### Prompt
Where a line below holds the string "absolute", count it; then give the total without any other words.

Items from a data source:

▬▬▬

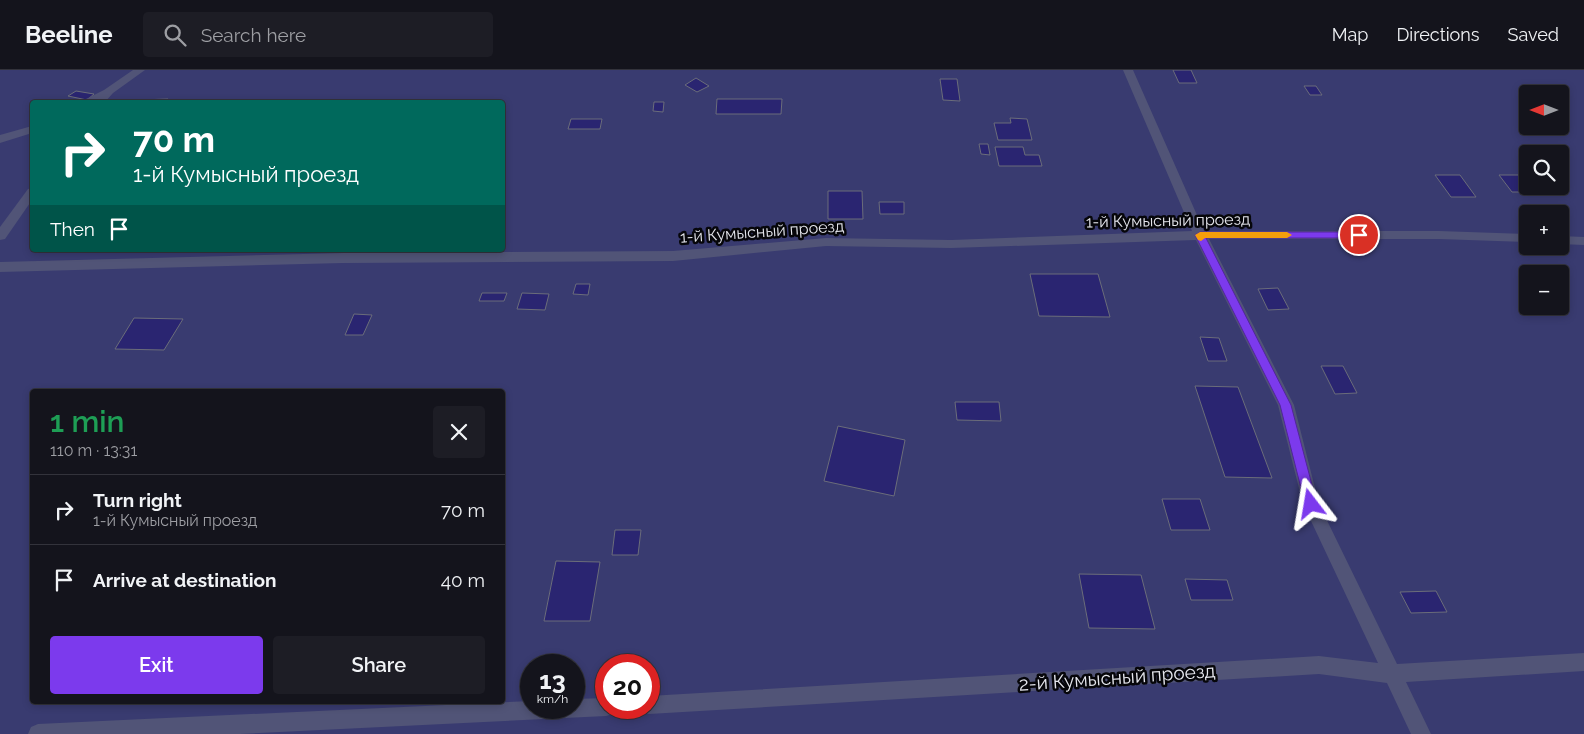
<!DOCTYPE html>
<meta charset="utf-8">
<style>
body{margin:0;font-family:Raleway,sans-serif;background:#1d1d25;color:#f1f3f6;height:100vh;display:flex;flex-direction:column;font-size:19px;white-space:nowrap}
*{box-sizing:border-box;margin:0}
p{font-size:16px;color:#9d9ea3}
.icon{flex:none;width:28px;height:28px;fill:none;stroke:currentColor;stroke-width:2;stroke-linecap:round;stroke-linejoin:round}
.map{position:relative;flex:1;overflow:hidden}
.sheet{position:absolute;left:30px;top:319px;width:475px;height:315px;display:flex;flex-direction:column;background:#14141c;border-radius:5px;box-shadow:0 2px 8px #0003,0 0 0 1px #33333b}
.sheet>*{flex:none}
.hud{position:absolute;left:30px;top:30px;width:475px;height:152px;border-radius:5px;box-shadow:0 2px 8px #0003,0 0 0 1px #33333b;background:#00695c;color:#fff;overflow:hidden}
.needle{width:32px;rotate:270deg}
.controls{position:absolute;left:1519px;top:15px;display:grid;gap:10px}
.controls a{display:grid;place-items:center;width:50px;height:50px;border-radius:5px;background:#14141c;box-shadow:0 2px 8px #0003,0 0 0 1px #33333b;font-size:25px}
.speed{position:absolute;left:520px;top:584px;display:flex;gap:10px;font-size:25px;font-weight:700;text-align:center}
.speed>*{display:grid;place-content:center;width:65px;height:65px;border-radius:50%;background:#14141c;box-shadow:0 2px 8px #0003,0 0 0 1px #33333b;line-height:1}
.speed small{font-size:12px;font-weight:400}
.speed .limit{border:8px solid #d22;background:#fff;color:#111}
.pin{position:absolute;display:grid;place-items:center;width:42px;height:42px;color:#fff;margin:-21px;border:2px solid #fff;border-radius:50%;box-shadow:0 1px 5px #0007}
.me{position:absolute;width:55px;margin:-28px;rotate:346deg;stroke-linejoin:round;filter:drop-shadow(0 0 4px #0008)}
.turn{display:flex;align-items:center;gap:18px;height:105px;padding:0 20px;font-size:22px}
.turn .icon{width:65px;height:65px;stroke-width:2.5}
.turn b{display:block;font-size:35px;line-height:42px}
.then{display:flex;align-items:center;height:48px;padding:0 20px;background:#0003;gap:10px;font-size:19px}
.round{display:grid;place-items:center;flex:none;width:52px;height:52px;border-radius:5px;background:#1d1d25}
.summary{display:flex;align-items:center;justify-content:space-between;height:85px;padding:0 20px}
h1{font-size:30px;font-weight:600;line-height:38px;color:#1e9e55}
.action{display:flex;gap:10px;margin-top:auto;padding:10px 20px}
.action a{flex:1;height:58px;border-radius:5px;background:#7c3aed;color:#fff;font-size:20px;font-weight:600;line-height:58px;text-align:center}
.action a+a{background:#1d1d25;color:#f1f3f6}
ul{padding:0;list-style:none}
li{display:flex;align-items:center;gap:15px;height:70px;padding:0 20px;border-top:1px solid #33333b}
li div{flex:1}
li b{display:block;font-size:19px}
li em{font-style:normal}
header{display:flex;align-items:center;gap:30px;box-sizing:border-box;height:70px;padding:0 25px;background:#14141c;border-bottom:1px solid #33333b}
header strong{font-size:24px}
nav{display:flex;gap:28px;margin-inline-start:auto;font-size:18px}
.search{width:350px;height:45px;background:#1d1d25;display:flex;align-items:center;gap:12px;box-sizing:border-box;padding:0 18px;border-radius:5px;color:#9d9ea3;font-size:19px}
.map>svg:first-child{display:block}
</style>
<header>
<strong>Beeline</strong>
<div class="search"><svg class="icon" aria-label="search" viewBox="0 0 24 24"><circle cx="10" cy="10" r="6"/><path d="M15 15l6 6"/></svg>Search here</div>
<nav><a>Map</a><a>Directions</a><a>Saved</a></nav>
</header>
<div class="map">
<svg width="1584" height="664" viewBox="0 0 1584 664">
<rect width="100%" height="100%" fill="#1a1b25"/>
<path fill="#393b70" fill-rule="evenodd" d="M0,0H1584V664H0ZM1528,24H1560V56H1528ZM32,32H502V180H32ZM1528,84H1560V116H1528ZM1528,144H1560V176H1528ZM1528,204H1560V236H1528ZM32,321H502V631H32ZM531,595H574V638H531ZM606,595H649V638H606Z"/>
<g fill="#2a2571" stroke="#6b6d7a">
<path d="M1173,0H1191L1197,13H1179Z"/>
<path d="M696,8L709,16L697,22L685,15Z"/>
<path d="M940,9H957L960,31L943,30Z"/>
<path d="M1304,16H1316L1322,25H1310Z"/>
<path d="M76,21L94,24L87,30L68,26Z"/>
<path d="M168,29L165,32H138L140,30Z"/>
<path d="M717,29H782L781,44H716Z"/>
<path d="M654,32H664L663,42L653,41Z"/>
<path d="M1010,48L1027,49L1032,70H998L994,53H1011Z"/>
<path d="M571,49H602L600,59H568Z"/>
<path d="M979,74H988L990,85L981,84Z"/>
<path d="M995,77H1023L1025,85H1039L1042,96H999Z"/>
<path d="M1435,105H1460L1476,127H1451Z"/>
<path d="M1499,105H1528V116H1545L1550,122H1512Z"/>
<path d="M828,121H862L863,149H828Z"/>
<path d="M879,132H904V144H880Z"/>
<path d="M1030,204H1098L1110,247L1039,246Z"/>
<path d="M576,214H590L588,225L573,224Z"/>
<path d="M1278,218L1289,239L1268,240L1258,219Z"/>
<path d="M482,223H507L504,231H479Z"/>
<path d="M522,223L549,224L545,240L517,239Z"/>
<path d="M354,244L372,245L363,265H345Z"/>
<path d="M134,248L183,249L164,280L115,279Z"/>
<path d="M1200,267L1219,268L1227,291H1208Z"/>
<path d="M1321,296H1343L1357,323L1335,324Z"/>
<path d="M1195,316L1238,317L1272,408L1225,407Z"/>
<path d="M955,332H999L1001,351L957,350Z"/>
<path d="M838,356L905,370L894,426L824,411Z"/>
<path d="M1162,429H1200L1210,460H1171Z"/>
<path d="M615,460H641L638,485H612Z"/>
<path d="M556,491L600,492L590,551H544Z"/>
<path d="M1079,504L1141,505L1155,559L1089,558Z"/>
<path d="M1185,509L1227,510L1233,530H1191Z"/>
<path d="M1436,521L1447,542L1411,543L1400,522Z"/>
</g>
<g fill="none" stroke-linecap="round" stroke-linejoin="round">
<g fill="#515477" fill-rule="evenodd">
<path d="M133,0H145L113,23L105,32H80L104,20Z"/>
<path d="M1123,0H1133L1204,161H1439L1528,164V172L1439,169H1209L1294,335L1319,434L1397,594L1584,583V601L1406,612L1431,664H1411L1387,613L1319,604L649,644L642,642L641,638H649V626L1319,586L1378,593L1303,434L1278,335L1196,170L951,178L826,176L673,191L343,193L0,202V192L343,183L673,181L826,168L951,170L1192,161Z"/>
<path d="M32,56V63L0,73V65Z"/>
<path d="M32,118V130L5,169L0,170V157L28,119Z"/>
<path d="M1560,166L1584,167V175L1560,174Z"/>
<path d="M606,628V638H615L613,644L606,646L240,664H28L31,657L38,654L531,631V638H574V629Z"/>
</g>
</g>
<path fill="#7c3aed" stroke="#51269a" d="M1200,162H1359L1364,165L1359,168H1206L1291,335L1317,434L1315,437L1311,439L1306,437L1305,434L1280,335L1195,165Z"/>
<path fill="#f59e0b" d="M1200,162H1287L1292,165L1287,168H1205L1201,171L1198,170L1195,165Z"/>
<g text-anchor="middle" stroke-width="5" stroke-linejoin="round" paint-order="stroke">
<g font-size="16" fill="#e6e7ee" stroke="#06060a">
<text transform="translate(1168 150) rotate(-1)" y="6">1-й Кумысный проезд</text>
<text transform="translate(762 161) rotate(-4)" y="6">1-й Кумысный проезд</text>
</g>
<g font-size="19" fill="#e6e7ee" stroke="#06060a">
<text transform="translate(1117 607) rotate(-4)" y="7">2-й Кумысный проезд</text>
</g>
</g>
</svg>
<div class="controls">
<a><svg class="needle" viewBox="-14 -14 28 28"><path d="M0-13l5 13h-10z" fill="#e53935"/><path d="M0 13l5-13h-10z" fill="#9d9ea3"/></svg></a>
<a><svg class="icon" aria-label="search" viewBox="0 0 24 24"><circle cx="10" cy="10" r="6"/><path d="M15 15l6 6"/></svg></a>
<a>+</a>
<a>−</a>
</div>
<div class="speed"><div>13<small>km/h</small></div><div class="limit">20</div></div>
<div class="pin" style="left:1359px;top:165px;background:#d93025"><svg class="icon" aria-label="arrive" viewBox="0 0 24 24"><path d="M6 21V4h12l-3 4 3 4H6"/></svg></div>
<svg class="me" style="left:1311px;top:434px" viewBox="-20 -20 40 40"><path d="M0-17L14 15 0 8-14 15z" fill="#7c3aed" stroke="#fff" stroke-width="4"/></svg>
<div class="hud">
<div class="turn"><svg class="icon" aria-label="right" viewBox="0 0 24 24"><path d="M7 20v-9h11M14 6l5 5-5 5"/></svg><div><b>70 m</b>1-й Кумысный проезд</div></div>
<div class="then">Then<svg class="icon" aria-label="arrive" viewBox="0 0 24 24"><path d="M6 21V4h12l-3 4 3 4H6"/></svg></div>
</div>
<section class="sheet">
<div class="summary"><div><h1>1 min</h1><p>110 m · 13:31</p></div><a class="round"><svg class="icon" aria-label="close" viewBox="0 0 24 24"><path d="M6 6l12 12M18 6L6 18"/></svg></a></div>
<ul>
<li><svg class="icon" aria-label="right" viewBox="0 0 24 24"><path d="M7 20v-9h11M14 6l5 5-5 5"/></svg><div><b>Turn right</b><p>1-й Кумысный проезд</p></div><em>70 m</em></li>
<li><svg class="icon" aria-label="arrive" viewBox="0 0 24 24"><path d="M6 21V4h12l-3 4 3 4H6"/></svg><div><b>Arrive at destination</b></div><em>40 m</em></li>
</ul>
<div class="action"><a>Exit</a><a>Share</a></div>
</section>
</div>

▬▬▬

### Answer for this exercise
6